И я немедленно присоединился к овациям, позабыв о собственных незначительных страданиях, уступивших место восторгу. Я ведь тоже всем был ему обязан – нельзя хотя бы не встретиться с ним лицом к лицу и не поблагодарить вместе с остальными.

Почти немедленно приблизившись и выйдя на середину сцены, где свет рампы бросался снизу вверх прямо ему в лицо, незнакомец остановился и взглянул – но не в толпу позади, а на меня. Он заглянул мне в глаза с улыбкой похвалы, и лицо его сияло такой радостью, какой я прежде не видел ни у одного человека.

И тогда я понял, что этот незнакомец – я! Происходившее дальше слишком трудно описать, хоть я и не знаю точно почему; в любом случае я едва ли смогу достаточно убедительно передать или изобразить его внезапное исчезновение. Он не пошевелился, не растворился в воздухе; в один-единственный миг (который промелькнул совершенно незаметно) он оказался рядом со мной, со мной, во мне, стремительно слившись со мною. Я уверен, что никогда не видел ничего более невероятного ни прежде, ни после. Меня снова охватила волна радостного восторга, и на миг я почувствовал себя богом, обладающим божественной способностью к идеальному претворению своих идей в реальность.

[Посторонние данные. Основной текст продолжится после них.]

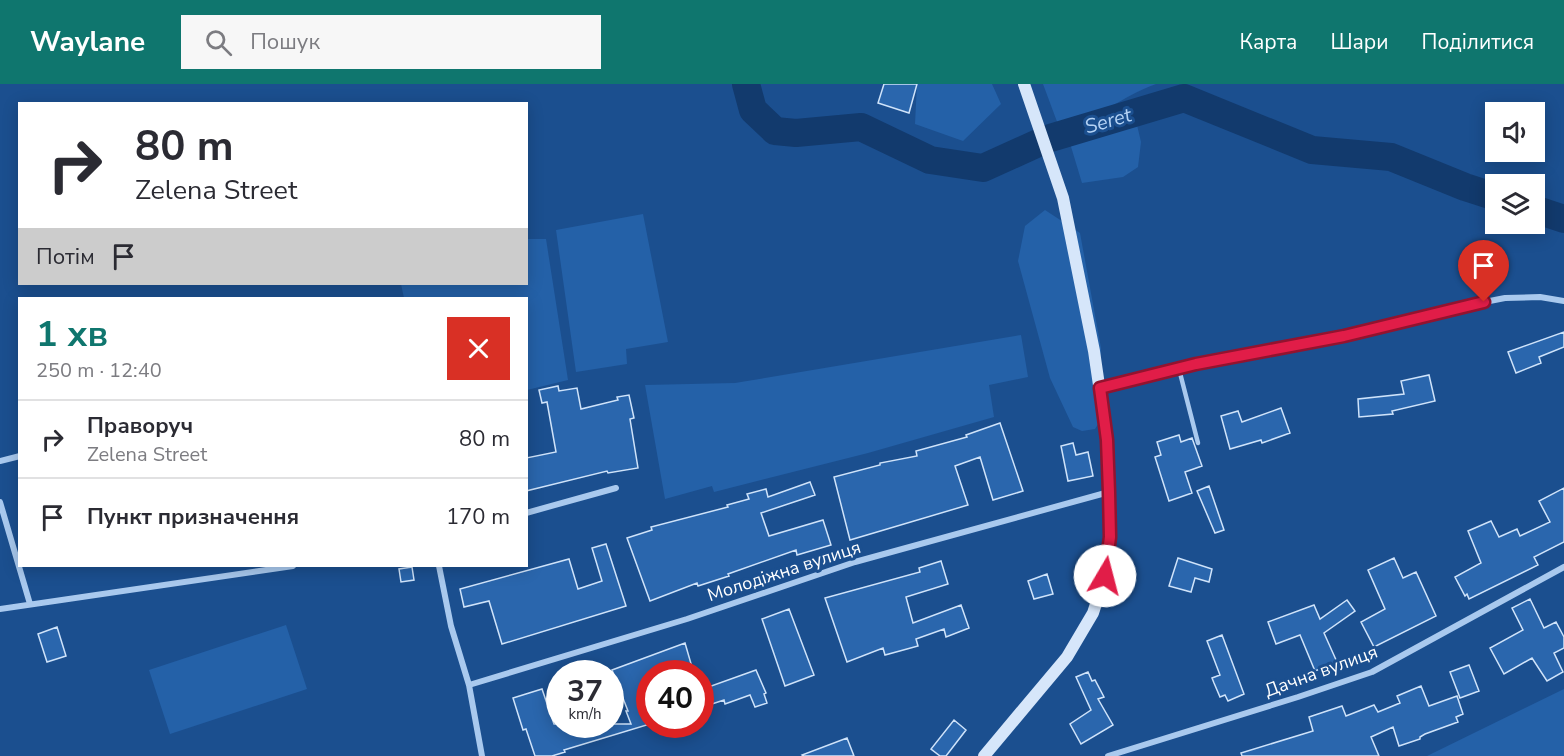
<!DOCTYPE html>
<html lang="uk">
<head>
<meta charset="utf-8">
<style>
	:root { --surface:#fff; --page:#f7f7f7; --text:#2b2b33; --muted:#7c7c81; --line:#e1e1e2; --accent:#0f766e }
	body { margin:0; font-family:"Nunito Sans",sans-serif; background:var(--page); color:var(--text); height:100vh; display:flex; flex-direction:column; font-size:22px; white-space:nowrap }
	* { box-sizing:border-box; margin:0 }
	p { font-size:20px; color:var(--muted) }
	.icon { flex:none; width:33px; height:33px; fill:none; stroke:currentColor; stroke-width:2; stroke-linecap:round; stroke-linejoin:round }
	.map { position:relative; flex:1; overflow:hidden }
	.drawer { position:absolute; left:18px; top:213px; width:510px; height:270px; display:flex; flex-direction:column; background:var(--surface); border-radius:0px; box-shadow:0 3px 15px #0003 }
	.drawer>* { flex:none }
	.guide { position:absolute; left:18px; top:18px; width:510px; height:183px; border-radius:0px; box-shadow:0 3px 15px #0003; background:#fff; color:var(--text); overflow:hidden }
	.buttons { position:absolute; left:1485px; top:18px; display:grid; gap:12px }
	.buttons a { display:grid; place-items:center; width:60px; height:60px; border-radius:0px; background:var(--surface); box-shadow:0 3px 15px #0003; font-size:30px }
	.speed { position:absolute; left:546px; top:576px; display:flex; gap:12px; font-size:30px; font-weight:700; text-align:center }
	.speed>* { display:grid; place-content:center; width:78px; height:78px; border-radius:50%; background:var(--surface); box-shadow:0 3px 15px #0003; line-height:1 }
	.speed small { font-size:15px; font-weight:400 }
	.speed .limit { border:9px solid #d22; background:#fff; color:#111 }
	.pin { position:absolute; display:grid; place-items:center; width:51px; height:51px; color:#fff; margin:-62px -26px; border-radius:50% 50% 50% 0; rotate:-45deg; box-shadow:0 0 6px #0007 }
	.pin .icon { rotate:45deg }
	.me { position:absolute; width:66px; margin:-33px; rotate:8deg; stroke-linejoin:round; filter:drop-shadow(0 0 4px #0008) }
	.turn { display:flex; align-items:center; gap:21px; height:126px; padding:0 18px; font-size:27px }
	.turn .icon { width:78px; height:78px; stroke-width:2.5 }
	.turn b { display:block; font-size:42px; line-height:51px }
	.then { display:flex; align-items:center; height:57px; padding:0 18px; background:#0003; gap:12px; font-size:22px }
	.round { display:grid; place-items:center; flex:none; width:63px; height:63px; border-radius:0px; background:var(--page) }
	.summary { display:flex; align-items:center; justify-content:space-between; height:102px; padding:0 18px }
	h1 { font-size:36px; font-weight:700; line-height:45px; color:var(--accent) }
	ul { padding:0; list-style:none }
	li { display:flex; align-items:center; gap:18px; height:78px; padding:0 18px; border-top:2px solid var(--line) }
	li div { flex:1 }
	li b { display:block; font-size:22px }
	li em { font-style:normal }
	header { display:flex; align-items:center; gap:36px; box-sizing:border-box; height:84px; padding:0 30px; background:var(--accent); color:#fff }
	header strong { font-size:28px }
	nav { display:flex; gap:33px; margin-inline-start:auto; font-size:21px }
	.search { width:420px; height:54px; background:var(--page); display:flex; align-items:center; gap:15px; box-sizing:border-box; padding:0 21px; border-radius:0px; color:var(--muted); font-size:22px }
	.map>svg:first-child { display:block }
</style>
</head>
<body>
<header>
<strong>Waylane</strong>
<div class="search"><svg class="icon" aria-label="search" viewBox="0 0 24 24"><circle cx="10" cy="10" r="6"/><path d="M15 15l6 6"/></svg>Пошук</div>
<nav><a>Карта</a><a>Шари</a><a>Поділитися</a></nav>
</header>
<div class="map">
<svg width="1564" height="672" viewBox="0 0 1564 672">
	<rect width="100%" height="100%" fill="#1b4f8f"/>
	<path fill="#2461a8" d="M 917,0 L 992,0 L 1001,20 L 963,57 L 915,40 Z
		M 1043,0 L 1156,0 C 1120,13 1100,35 1059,43 Z
		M 1137,41 L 1141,58 L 1138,83 L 1123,93 L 1082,99 L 1069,56 L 1097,44 Z
		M 1045,126 L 1080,149 L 1101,264 L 1101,295 L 1107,326 L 1095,345 L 1082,347 L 1073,343 L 1050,294 L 1018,177 L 1025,142 Z
		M 643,130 L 668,258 L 626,265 L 627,280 L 576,288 L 556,146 Z
		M 527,155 L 546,155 L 568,296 L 527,306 L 526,214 L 404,214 L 401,200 L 526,200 Z
		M 1021,251 L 1028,293 L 989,301 L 994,333 L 868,369 L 714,408 L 712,402 L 665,415 L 645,301 L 735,299 Z
		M 286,541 L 307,605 L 170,650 L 149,586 Z
		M 1564,605 L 1564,672 L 1427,672 Z"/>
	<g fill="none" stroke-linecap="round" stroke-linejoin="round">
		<path stroke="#123a6d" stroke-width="28" d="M 746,0 L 753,26 L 775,47 L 796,49 L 861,43 L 930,76 L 983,84 L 1047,55 L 1184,14 L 1312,66 L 1391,73 L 1465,103 L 1496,113
			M 1534,125 L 1564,135"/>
	</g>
	<path fill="#2a66ad" stroke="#cfe3fa" stroke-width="1.5" d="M 884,0 L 917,0 L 909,29 L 878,19 Z
		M 1564,248 L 1564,263 L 1539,273 L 1541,279 L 1516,289 L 1508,268 Z
		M 1429,291 L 1435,317 L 1392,327 L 1393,330 L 1359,333 L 1358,315 L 1404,310 L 1401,297 Z
		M 558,302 L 559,307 L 577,304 L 581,325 L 618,316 L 617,313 L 629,311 L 634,334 L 630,335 L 638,384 L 608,389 L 607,387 L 526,407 L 526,374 L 556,368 L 547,318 L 542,319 L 539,306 Z
		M 1281,324 L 1290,349 L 1262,359 L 1261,356 L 1230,365 L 1221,332 L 1238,327 L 1242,338 Z
		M 1000,339 L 1023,407 L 993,416 L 980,373 L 955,382 L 968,421 L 850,456 L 834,393 L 880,381 L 880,379 L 917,372 L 916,367 L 967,353 L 966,351 Z
		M 1179,351 L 1181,358 L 1192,354 L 1202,382 L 1185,388 L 1192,409 L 1169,417 L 1155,373 L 1161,371 L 1157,358 Z
		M 1073,359 L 1076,371 L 1088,368 L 1093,392 L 1068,397 L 1061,362 Z
		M 810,398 L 815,411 L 761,429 L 769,452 L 823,436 L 831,461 L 797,471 L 796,466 L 728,490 L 729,492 L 698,502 L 697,499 L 650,517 L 627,454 L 652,446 L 651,443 L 728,423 L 727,421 L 749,415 L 747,410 L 766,405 L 768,413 Z
		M 1209,402 L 1224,446 L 1215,449 L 1197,407 Z
		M 1564,404 L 1564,458 L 1534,473 L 1538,481 L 1469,515 L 1467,510 L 1465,512 L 1455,493 L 1481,479 L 1468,447 L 1491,437 L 1499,453 L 1517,445 L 1520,452 L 1550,438 L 1539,417 Z
		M 606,460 L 626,522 L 502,560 L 489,517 L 464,523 L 460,505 L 569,475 L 578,505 L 602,497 L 592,464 Z
		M 1178,474 L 1212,485 L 1209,498 L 1195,494 L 1191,508 L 1169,502 Z
		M 1394,474 L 1403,494 L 1416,488 L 1436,532 L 1374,563 L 1361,538 L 1385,525 L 1368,486 Z
		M 941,477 L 948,500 L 906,513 L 913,539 L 961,521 L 969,544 L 946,553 L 944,545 L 916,555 L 918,562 L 885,571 L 883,564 L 847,578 L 825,514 L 920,488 L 919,484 Z
		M 412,483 L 414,496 L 401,498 L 399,485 Z
		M 1047,490 L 1053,510 L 1034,515 L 1028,497 Z
		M 1530,515 L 1544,544 L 1556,538 L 1564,553 L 1564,564 L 1554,569 L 1563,588 L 1547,597 L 1532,574 L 1504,590 L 1490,564 L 1523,546 L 1512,524 Z
		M 1347,516 L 1355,527 L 1324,549 L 1337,578 L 1315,587 L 1300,551 L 1276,560 L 1268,538 L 1314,521 L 1320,535 Z
		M 789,525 L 814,591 L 785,602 L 762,535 Z
		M 57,543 L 66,572 L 47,578 L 38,550 Z
		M 1222,551 L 1244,610 L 1228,617 L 1225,611 L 1220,613 L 1214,599 L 1212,594 L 1220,591 L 1207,557 Z
		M 685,559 L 694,590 L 650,590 L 650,640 L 564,666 L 565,668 L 552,672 L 535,672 L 526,645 L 523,646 L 513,614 L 542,605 L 554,640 L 584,640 L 586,647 L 607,640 L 631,640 L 626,627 L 628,627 L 612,586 Z
		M 1469,581 L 1479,607 L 1460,614 L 1450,588 Z
		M 756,586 L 766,609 L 764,610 L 767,619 L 755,623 L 750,611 L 725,620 L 724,616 L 700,624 L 700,606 Z
		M 1088,588 L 1092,597 L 1095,596 L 1104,613 L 1098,615 L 1113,641 L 1081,660 L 1070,640 L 1091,626 L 1076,593 Z
		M 1421,602 L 1429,622 L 1457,612 L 1463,630 L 1456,633 L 1458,638 L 1425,650 L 1420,653 L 1420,655 L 1399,662 L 1393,643 L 1371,653 L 1379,672 L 1242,672 L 1241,669 L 1313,647 L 1309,633 L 1342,622 L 1346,632 L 1374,621 L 1378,628 L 1400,619 L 1397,612 Z
		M 954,636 L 966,646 L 946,672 L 940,672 L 931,665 Z
		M 847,654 L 854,672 L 803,672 L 802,671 Z"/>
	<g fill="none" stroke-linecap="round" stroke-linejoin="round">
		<path stroke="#a9c9ee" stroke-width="4.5" d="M 1179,285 L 1198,359"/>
		<path stroke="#a9c9ee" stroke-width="6" d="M 1100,304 L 1196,280 L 1344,252 L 1464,222 L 1505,214 L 1540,213 L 1564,217
			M 0,377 L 20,372
			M 0,418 L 30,520
			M 526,429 L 616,404
			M 439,482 L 451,542 L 469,601 L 482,672
			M 0,525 L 293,482
			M 469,601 L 687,535 L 855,478 L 1109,408
			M 1108,672 L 1298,613 L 1372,588 L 1564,483"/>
		<path stroke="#d6e6fa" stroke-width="12" d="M 984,672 L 1067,573 L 1093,529 L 1105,492 L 1110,453 L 1107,356 L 1094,267 L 1063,114 L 1024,0"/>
	</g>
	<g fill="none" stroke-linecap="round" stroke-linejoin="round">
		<g stroke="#92132f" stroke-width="15">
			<path id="route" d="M 1105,492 L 1110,453 L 1109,408 L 1107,356 L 1100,304 L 1196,280 L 1344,252 L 1484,218"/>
		</g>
		<use href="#route" stroke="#e11d48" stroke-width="10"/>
	</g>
	<g text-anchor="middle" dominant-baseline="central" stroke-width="6" stroke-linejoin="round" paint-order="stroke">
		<g font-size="18" fill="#fff" stroke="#1b4f8f">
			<text transform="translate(784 487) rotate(-18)">Молодіжна вулиця</text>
			<text transform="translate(1321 587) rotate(-20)">Дачна вулиця</text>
		</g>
		<g font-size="20" font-style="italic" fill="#b5d3f5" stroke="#1b4f8f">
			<text transform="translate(1108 37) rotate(-16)">Seret</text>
		</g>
	</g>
</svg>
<div class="buttons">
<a><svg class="icon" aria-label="sound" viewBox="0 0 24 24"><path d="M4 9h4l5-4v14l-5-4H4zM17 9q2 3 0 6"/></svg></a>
<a><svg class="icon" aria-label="layers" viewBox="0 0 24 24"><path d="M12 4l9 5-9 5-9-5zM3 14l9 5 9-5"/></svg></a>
</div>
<div class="speed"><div>37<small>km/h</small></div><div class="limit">40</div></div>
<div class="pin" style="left:1484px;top:218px;background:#d93025"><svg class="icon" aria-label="arrive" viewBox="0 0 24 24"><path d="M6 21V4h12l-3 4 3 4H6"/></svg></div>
<svg class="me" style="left:1105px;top:492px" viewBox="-20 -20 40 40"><circle r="19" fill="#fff"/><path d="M0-13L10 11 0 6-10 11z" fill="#e11d48"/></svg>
<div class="guide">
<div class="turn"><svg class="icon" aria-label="right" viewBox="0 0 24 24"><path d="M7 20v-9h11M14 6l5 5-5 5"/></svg><div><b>80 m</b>Zelena Street</div></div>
<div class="then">Потім<svg class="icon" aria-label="arrive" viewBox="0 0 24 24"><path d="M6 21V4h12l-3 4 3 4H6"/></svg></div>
</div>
<section class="drawer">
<div class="summary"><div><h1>1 хв</h1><p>250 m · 12:40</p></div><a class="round" style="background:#d93025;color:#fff"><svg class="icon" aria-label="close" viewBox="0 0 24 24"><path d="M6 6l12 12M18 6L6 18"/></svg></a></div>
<ul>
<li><svg class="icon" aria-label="right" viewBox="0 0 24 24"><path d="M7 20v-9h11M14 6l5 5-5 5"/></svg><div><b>Праворуч</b><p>Zelena Street</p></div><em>80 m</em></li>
<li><svg class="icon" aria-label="arrive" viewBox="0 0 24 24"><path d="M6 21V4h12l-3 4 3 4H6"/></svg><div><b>Пункт призначення</b></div><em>170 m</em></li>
</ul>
</section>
</div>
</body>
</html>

Но это длилось лишь секунду – тут новый звук, оглушительный и отвратительный, затопил собою всё и потоком унёс меня от всей моей жизни. За этим звуком, внушающим отчаяние, последовала тишина.

Это оказались аплодисменты – на сей раз настоящие, человеческие – и духовой оркестр, безразлично игравший прямо подо мной нестройный, шумный марш. Повсюду в зале горел свет, зрители торопились его покинуть, одеваясь и аплодируя, актёры и актрисы подобострастно раскланивались перед занавесом; прямо под моей ложей стоял исполнитель главной роли, и зрелище пота, бежавшего по загримированному лицу, показалось мне пощёчиной. Начался свист – это зрители подзывали экипажи и кебы, – хриплые крики продавцов вечерних газет и прочий шум мира снаружи. Подобрав свой шапокляк (пока я спал на диване, он выкатился в середину ложи), я надел пальто, бросился на улицу и приказал первому же попавшемуся кебмену везти меня на всех парах за двойную цену.

Всю ночь я трудился над партитурой – музыкой и словами, – стремясь записать хотя бы что-то из показанного мне, пока воспоминание о том чуде и великолепии не улетучилось. Теперь невозможно сказать, насколько мне это удалось или не удалось, – как я уже говорил выше, воспоминания ускользали с удручающей скоростью. Однако я сделал всё, что мог, и, надеюсь, публика найдёт что-то хорошее в моём произведении. Думаю, так и произошло – по крайней мере, так мне говорили».